Washington, 15 November 1996 (RFE/RL) - A State Department official in Washington says developments in Belarus have attracted attention at the highest levels of the U.S. government.

"Belarus has risen to the attention of the most senior levels of the U.S. government because we are deeply concerned by the events that are taking place there," says Jack Segal, director of the State Department's Office of Western Slavic and Moldovan affairs.

He spoke at length in an RFE/RL interview Tuesday about a referendum on constitutional changes that Segal says is taking place in an unfair political environment.

He says it asks voters to decide issues they have not been informed about, which will have far-reaching consequences for the democratic future of the country.

Early voting has already begun but the main polling day is on Sunday, November 24.

The referendum is being pushed through by president Alyaksandr Lukashenka as legally binding against the protests of parliament and electoral authorities.

Lukashenka wants citizens to approve a new constitution that would extend his term of office and vastly expand his presidential powers, giving him authority also to appoint key positions in other branches of government.

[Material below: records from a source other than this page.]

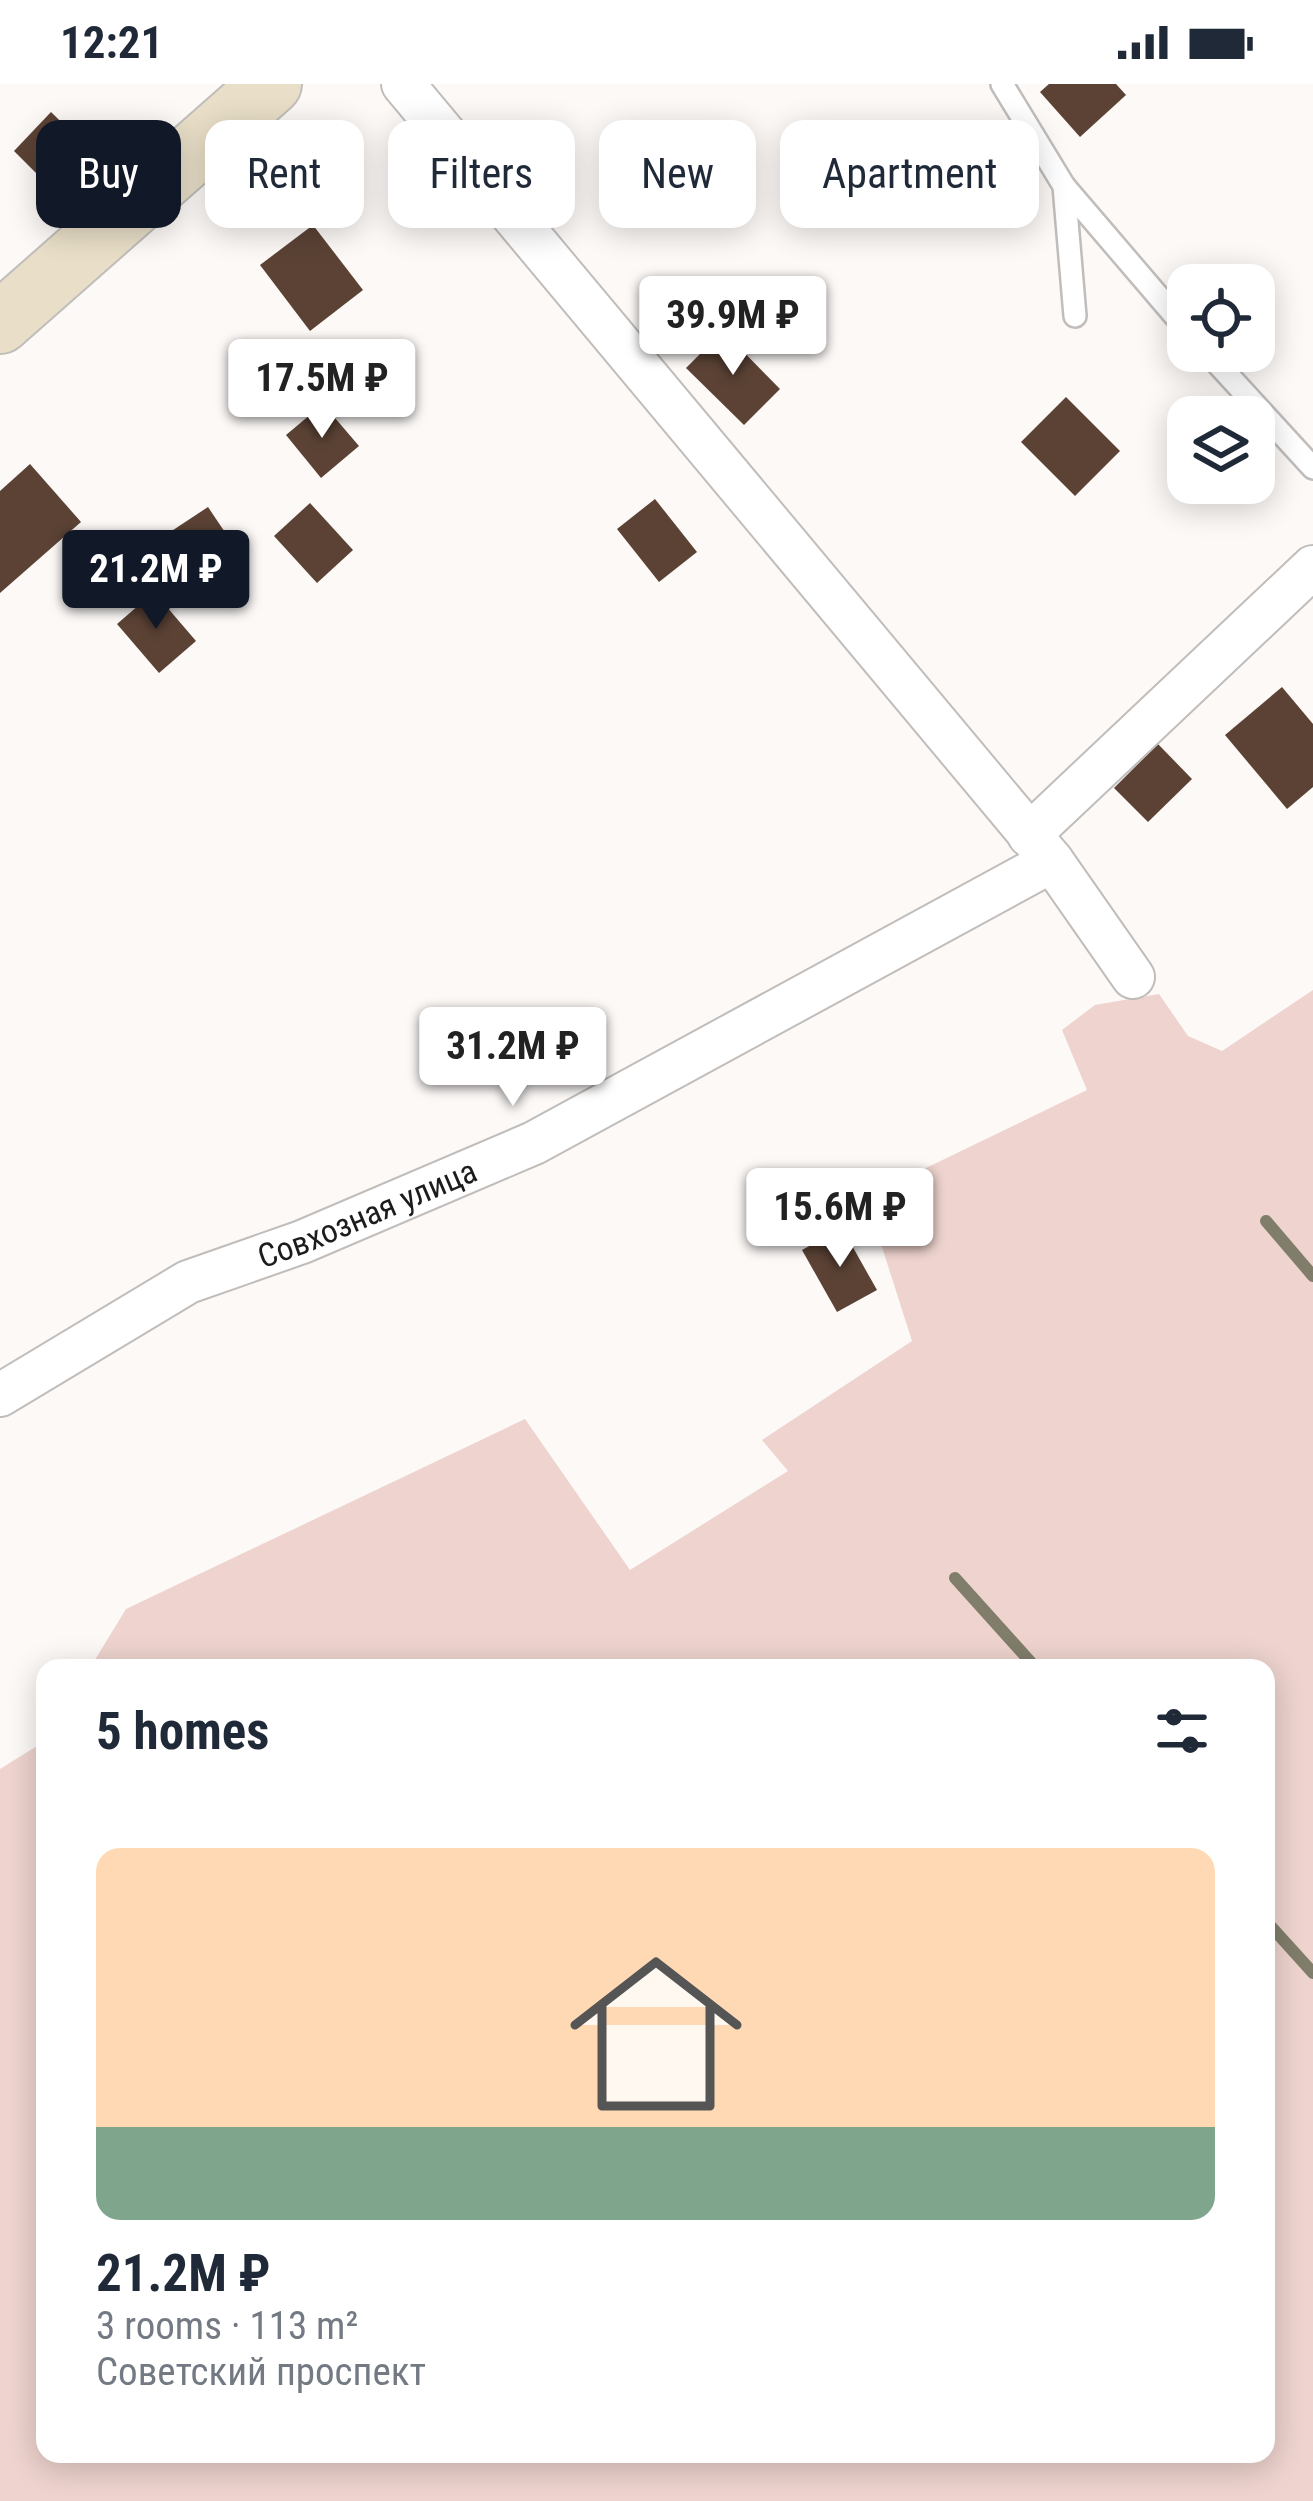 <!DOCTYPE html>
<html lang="en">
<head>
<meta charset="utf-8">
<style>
  body { margin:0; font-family:"Roboto Condensed",sans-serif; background:#f6f6f7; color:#1f2937; height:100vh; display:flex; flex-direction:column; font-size:45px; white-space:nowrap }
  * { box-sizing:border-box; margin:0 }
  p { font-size:39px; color:#747a83 }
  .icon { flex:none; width:66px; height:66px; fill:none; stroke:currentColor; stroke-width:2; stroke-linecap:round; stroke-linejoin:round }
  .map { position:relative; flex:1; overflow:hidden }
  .sheet { position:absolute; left:36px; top:1575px; width:1239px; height:804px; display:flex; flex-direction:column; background:#fff; border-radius:24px; box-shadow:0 6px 30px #0003 }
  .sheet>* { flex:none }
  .hud { position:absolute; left:36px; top:36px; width:1242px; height:108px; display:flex; gap:24px }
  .buttons { position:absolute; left:1167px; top:180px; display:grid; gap:24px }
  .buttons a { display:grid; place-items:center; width:108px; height:108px; border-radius:24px; background:#fff; box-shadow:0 6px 30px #0003; font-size:60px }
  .price { position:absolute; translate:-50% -102px; padding:0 27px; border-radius:12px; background:#fff; color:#222; font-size:39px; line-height:78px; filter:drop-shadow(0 3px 6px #0008) }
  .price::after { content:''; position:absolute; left:50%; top:72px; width:36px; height:27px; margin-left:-18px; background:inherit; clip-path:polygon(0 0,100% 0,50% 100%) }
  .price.selected { background:#111827; color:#fff }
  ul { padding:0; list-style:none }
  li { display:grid; align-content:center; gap:24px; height:636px; padding:0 60px }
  li span { display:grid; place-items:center; height:372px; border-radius:24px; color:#555 }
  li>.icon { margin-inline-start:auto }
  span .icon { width:216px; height:216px; fill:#fffc; stroke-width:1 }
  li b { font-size:51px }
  h2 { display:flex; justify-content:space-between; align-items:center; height:144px; padding:0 60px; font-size:51px }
  .chip { padding:0 42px; border-radius:24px; background:#fff; box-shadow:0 6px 30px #0003; font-size:42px; line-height:108px }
  .chip.selected { background:#111827; color:#fff }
  .status { display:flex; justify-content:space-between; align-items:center; height:84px; padding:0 60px; background:#fff; direction:ltr }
  .status svg { height:33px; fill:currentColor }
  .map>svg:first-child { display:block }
  .green { fill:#eed3ce }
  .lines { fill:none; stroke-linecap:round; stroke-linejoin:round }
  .stream { stroke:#807e6a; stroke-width:12 }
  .building { fill:#5b4235 }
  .lane-casing { stroke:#c0bdbb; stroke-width:26 }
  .street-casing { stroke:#c0bdbb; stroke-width:46 }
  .secondary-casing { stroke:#c0bdbb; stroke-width:64 }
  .lane { stroke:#fff; stroke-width:21 }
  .street { stroke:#fff; stroke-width:42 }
  .secondary { stroke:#e9dfc8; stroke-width:60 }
  .labels { text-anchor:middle; stroke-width:12; stroke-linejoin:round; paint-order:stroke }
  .street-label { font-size:33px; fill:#1d1c1c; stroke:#fcf9f7 }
</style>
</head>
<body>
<div class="status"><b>12:21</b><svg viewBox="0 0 49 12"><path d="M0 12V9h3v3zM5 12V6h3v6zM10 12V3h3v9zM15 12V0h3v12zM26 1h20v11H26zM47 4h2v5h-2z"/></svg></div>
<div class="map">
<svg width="1313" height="2417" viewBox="0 0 1313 2417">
  <rect width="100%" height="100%" fill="#fcf9f7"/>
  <polygon class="green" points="1313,906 1313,2417 0,2417 0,1685 45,1657 45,2370 1266,2370 1266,1584 90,1584 126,1525 525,1335 630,1486 788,1387 762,1356 912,1257 866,1113 1087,1006 1062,946 1095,921 1159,910 1188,952 1222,967"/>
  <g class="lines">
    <g class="stream">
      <polyline points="1266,1137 1313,1192"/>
      <polyline points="955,1494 1036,1584"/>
      <polyline points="1266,1837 1313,1889"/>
    </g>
  </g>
  <g class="building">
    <polygon points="1049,0 1116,0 1126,11 1080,53 1040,8"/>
    <polygon points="51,28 93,69 55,108 14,67"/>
    <polygon points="313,141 363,206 310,247 260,181"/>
    <polygon points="723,247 780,305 744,341 686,284"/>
    <polygon points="1066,313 1120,367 1075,412 1021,358"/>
    <polygon points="323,320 359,362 321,394 286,351"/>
    <polygon points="30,380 81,438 0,509 0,407"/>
    <polygon points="655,415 697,468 659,498 617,445"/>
    <polygon points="310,419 353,466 317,499 274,452"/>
    <polygon points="208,423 245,478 198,510 161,454"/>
    <polygon points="154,508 196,557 159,589 117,540"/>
    <polygon points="1282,603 1313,640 1313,703 1287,725 1225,651"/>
    <polygon points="1158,660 1192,695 1148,738 1114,704"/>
    <polygon points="842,1144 877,1206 837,1228 802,1166"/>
  </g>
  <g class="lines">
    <defs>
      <g id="lane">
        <polyline points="1002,0 1064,102 1075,232"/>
        <polyline points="1064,102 1188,247"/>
        <polyline points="1206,267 1313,384"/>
      </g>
      <g id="street">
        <polyline points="403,0 1052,777 1133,893"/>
        <polyline points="1029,751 1313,483"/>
        <path id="s1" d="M0,1311L188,1198L302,1158L534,1059L1052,777"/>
      </g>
      <polyline id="secondary" points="0,239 271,0"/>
    </defs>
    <use href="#lane" class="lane-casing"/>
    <use href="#street" class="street-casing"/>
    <use href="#secondary" class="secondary-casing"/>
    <use href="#lane" class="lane"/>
    <use href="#street" class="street"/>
    <use href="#secondary" class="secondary"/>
  </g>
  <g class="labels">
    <g class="street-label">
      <text dy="12" stroke="none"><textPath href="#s1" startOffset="411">Совхозная улица</textPath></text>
    </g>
  </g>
</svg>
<div class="buttons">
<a><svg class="icon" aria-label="locate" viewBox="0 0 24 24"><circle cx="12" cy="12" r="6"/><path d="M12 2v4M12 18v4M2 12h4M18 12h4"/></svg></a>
<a><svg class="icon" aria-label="layers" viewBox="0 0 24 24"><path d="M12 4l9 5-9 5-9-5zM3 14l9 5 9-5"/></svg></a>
</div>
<b class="price" style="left:733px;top:294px">39.9M ₽</b>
<b class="price" style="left:322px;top:357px">17.5M ₽</b>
<b class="price selected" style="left:156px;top:548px">21.2M ₽</b>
<b class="price" style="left:513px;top:1025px">31.2M ₽</b>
<b class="price" style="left:840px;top:1186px">15.6M ₽</b>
<div class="hud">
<a class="chip selected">Buy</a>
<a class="chip">Rent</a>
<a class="chip">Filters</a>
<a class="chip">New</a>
<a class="chip">Apartment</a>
</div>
<section class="sheet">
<h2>5 homes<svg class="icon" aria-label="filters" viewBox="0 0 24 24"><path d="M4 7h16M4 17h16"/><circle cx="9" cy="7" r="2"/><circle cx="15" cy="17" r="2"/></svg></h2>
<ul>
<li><span style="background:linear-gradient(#ffd9b3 75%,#7fa58c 0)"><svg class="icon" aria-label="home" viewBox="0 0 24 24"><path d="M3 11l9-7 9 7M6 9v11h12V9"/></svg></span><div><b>21.2M ₽</b><p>3 rooms · 113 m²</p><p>Советский проспект</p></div></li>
</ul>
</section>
</div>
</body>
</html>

"This is not a democratic structure that is being proposed. This is a structure that would give control of all three branches of government to one person or one small group of people around that person," said Segal.

Belarusians are being asked to create a new system of government that effectively concentrates almost all power in the hands of the president, he says.

"If the people vote to eliminate the independence of the parliament and the constitutional court...I fear that may be the last vote they will ever cast," Segal said. He added that if their leader turns out to be unsatisfactory, the proposed constitutional changes could deprive voters of the opportunity to elect someone else later.

But he stressed that the United States is not trying to tell Belarusians what to do. The chief U.S. concern is over the referendum process.

Segal says voters have to decide extremely complex constitutional issues presented in a set of confusing and contradictory questions.

He said the proposals stated in legalistic terms will appear almost incomprehensible, in large measure because there has been almost no debate or unbiased, objective explanation of the issues in the run-up to the referendum.

In Segal's words: "We view it right now as a very inadequate process. The information is inadequate, the level of the debate and the access to various points of view in the debate is not adequate...and the opportunities people have had to talk through these issues with their local leaders...with international experts is practically zero."

What's more, he says international observers have not been allowed into Belarus so far. The Organization for Security and Cooperation in Europe (OSCE) wanted to send a mission to discuss the referendum last week but was refused.

The Minsk government has said since that it plans to invite international monitors to watch the polling on Nov. 24. But Segal says this is too little too late.

"We are too far along in a process that people do not understand," he said, adding that one day is not enough to cover the country and really observe the voting process.

Segal says Belarus is an OSCE member and should welcome an OSCE assessment. Both as an OSCE member and a country that wants to be part of the new Europe, Belarus has an obligation to conduct its affairs in a manner that is acceptable to other European democracies.

"That is not happening now," Segal said.